> _Problem_: Go through the data and count each line that has the string "Apartment". Give that count alone.

[Dataset excerpts]

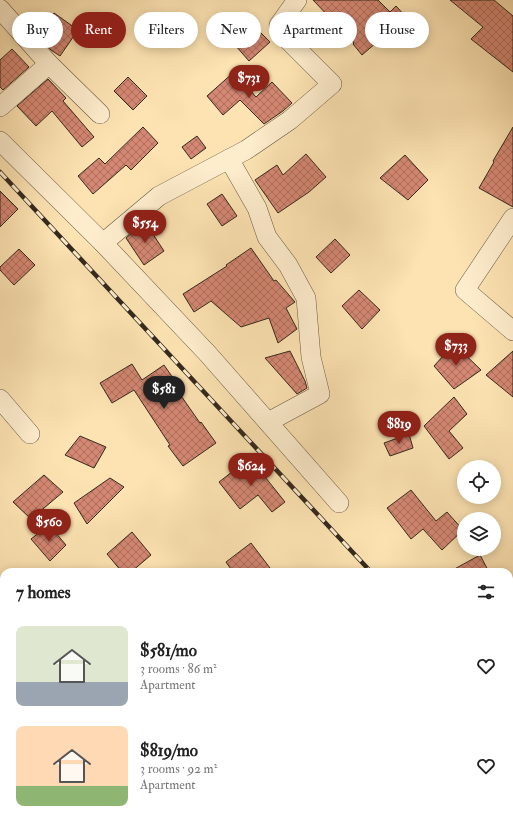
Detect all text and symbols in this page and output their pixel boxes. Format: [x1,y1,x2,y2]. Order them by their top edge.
chip: Buy [12,12,63,48]
chip: Rent [71,12,126,48]
chip: Filters [134,12,198,48]
chip: New [206,12,261,48]
chip: Apartment [269,12,357,48]
chip: House [365,12,429,48]
pin: $731 [225,65,273,99]
text: $731 [238,70,260,86]
pin: $554 [121,210,169,244]
text: $554 [132,215,158,231]
pin: $733 [432,333,480,367]
text: $733 [444,338,468,354]
pin: $581 [140,376,188,410]
text: $581 [152,381,176,397]
pin: $819 [375,411,423,445]
text: $819 [387,416,411,432]
pin: $624 [227,453,275,487]
text: $624 [237,458,265,474]
map controls [457,460,501,556]
button: locate [457,460,501,504]
pin: $560 [25,509,73,543]
button: layers [457,512,501,556]
text: $560 [36,514,62,530]
icon: filters [475,581,497,603]
text: 7 homes [16,582,71,603]
text: $581/mo [140,640,197,661]
icon: home [48,642,96,690]
icon: heart [475,655,497,677]
text: 3 rooms · 86 m² [140,661,217,677]
text: Apartment [140,677,196,693]
text: $819/mo [140,740,198,761]
icon: home [48,742,96,790]
icon: heart [475,755,497,777]
text: 3 rooms · 92 m² [140,761,217,777]
text: Apartment [140,777,196,793]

[/Dataset excerpts]

> _Solution_: 3